From: Anne & Lynn Wheeler <lynn@garlic.com>
Subject: Re: PowerPC Mainframe?
Newsgroups: bit.listserv.ibm-main,alt.folklore.computers
Date: Thu, 23 May 2002 23:36:34 GMT
gah@ugcs.caltech.edu (glen herrmannsfeldt) writes:
Is this because RISC architectures define not allowing self-modifying
code? Presumably some way to tell the processor to flush whatever
buffer exists, so that program loaders can be written.
harvard architectures didn't maintain consistency between I & D cache
... and the D-cache could be store-in, not even store-thru.
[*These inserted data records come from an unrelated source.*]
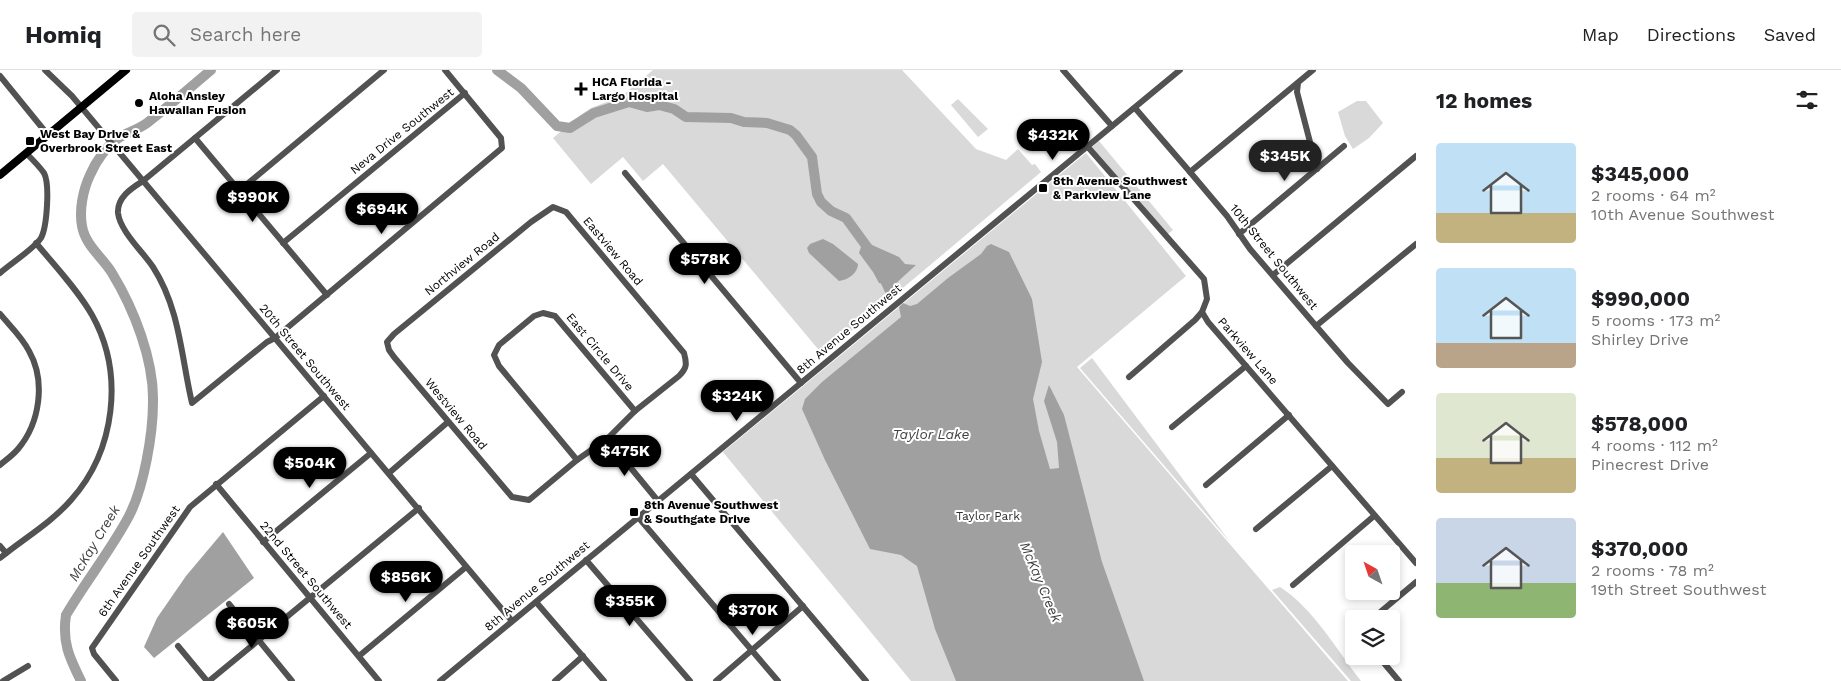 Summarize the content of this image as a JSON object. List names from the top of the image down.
{
  "streets": {
    "street": [
      "Neva Drive Southwest",
      "Eastview Road",
      "10th Street Southwest",
      "Northview Road",
      "8th Avenue Southwest",
      "Parkview Lane",
      "East Circle Drive",
      "20th Street Southwest",
      "Westview Road",
      "6th Avenue Southwest",
      "22nd Street Southwest"
    ]
  },
  "crossings": [
    ["Eastview Road", "Northview Road"],
    ["Eastview Road", "East Circle Drive"],
    ["10th Street Southwest", "8th Avenue Southwest"],
    ["Northview Road", "Westview Road"],
    ["8th Avenue Southwest", "Parkview Lane"],
    ["8th Avenue Southwest", "20th Street Southwest"],
    ["East Circle Drive", "Westview Road"],
    ["20th Street Southwest", "6th Avenue Southwest"],
    ["6th Avenue Southwest", "22nd Street Southwest"]
  ],
  "water": ["Taylor Lake", "McKay Creek"],
  "parks": ["Taylor Park"],
  "places": {
    "health": ["HCA Florida - Largo Hospital"],
    "other": ["Aloha Ansley Hawaiian Fusion"],
    "transit": ["West Bay Drive & Overbrook Street East", "8th Avenue Southwest & Parkview Lane", "8th Avenue Southwest & Southgate Drive"]
  },
  "north": "top left",
  "page": {
    "header": "Homiq",
    "search": "Search here",
    "nav": ["Map", "Directions", "Saved"],
    "heading": "12 homes",
    "price": [
      "$432K",
      "$345K",
      "$990K",
      "$694K",
      "$578K",
      "$324K",
      "$475K",
      "$504K",
      "$856K",
      "$355K",
      "$370K",
      "$605K"
    ],
    "list": [
      {
        "name": "$345,000",
        "note": "2 rooms · 64 m² · 10th Avenue Southwest"
      },
      {
        "name": "$990,000",
        "note": "5 rooms · 173 m² · Shirley Drive"
      },
      {
        "name": "$578,000",
        "note": "4 rooms · 112 m² · Pinecrest Drive"
      },
      {
        "name": "$370,000",
        "note": "2 rooms · 78 m² · 19th Street Southwest"
      }
    ]
  }
}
So a
loader implementation required both operation to force altered D-cache to
storage and operation invalidating of any corresponding i-cache lines.
i think there was some post in comp.arch of somebody looking at 165
microcode and they got a 25 percent performance improvement by
separating code & data by 256 bytes (see nick's posting in "pipelining
in the past" in comp.arch on 16may ... a couple before your posts on
17may).
--
Anne & Lynn Wheeler | lynn@garlic.com - http://www.garlic.com/~lynn/
PowerPC Mainframe
Refed: **, - **, - **, - **, - **, - **, - **, - **, - **, - **
From: Anne & Lynn Wheeler <lynn@garlic.com>
Subject: Re: PowerPC Mainframe
Newsgroups: bit.listserv.ibm-main,alt.folklore.computers
Date: Fri, 24 May 2002 13:25:12 GMT
j.grout@COMPUTER.ORG (John R Grout) writes:
True... but, ever since the days of the 360 Model 91, hasn't
the POP also stated that self-modifying programs must protect
_themselves_ on processors that pre-fetch instructions and/or
cache instructions and data by executing a "serialization"
instruction (the general form being BCR 15,0) between the
modification and execution of recently modified instructions?
Do processors do extra checking out of fear that some programs
don't do this, or are some self-modification scenarios not
covered by this requirement? [along these lines... back in
1997, Seymour Metz stated that scenarios where BCR 15,0 was
required were "few and far between"].
I don't know, but searching ESA/390 POP just now ...
http://publibz.boulder.ibm.com/cgi-bin/bookmgr_OS390/BOOKS/DZ9AR004/CONTENTS?SHELF=
i get:
Thus, it is possible for an instruction to modify the next succeeding
instruction in storage.
from 5.13.1 Conceptual Sequence ... see attached.
There are also words said about multiprocessing operations ... where
one processor modifying instruction stream, may or may not be (immediately)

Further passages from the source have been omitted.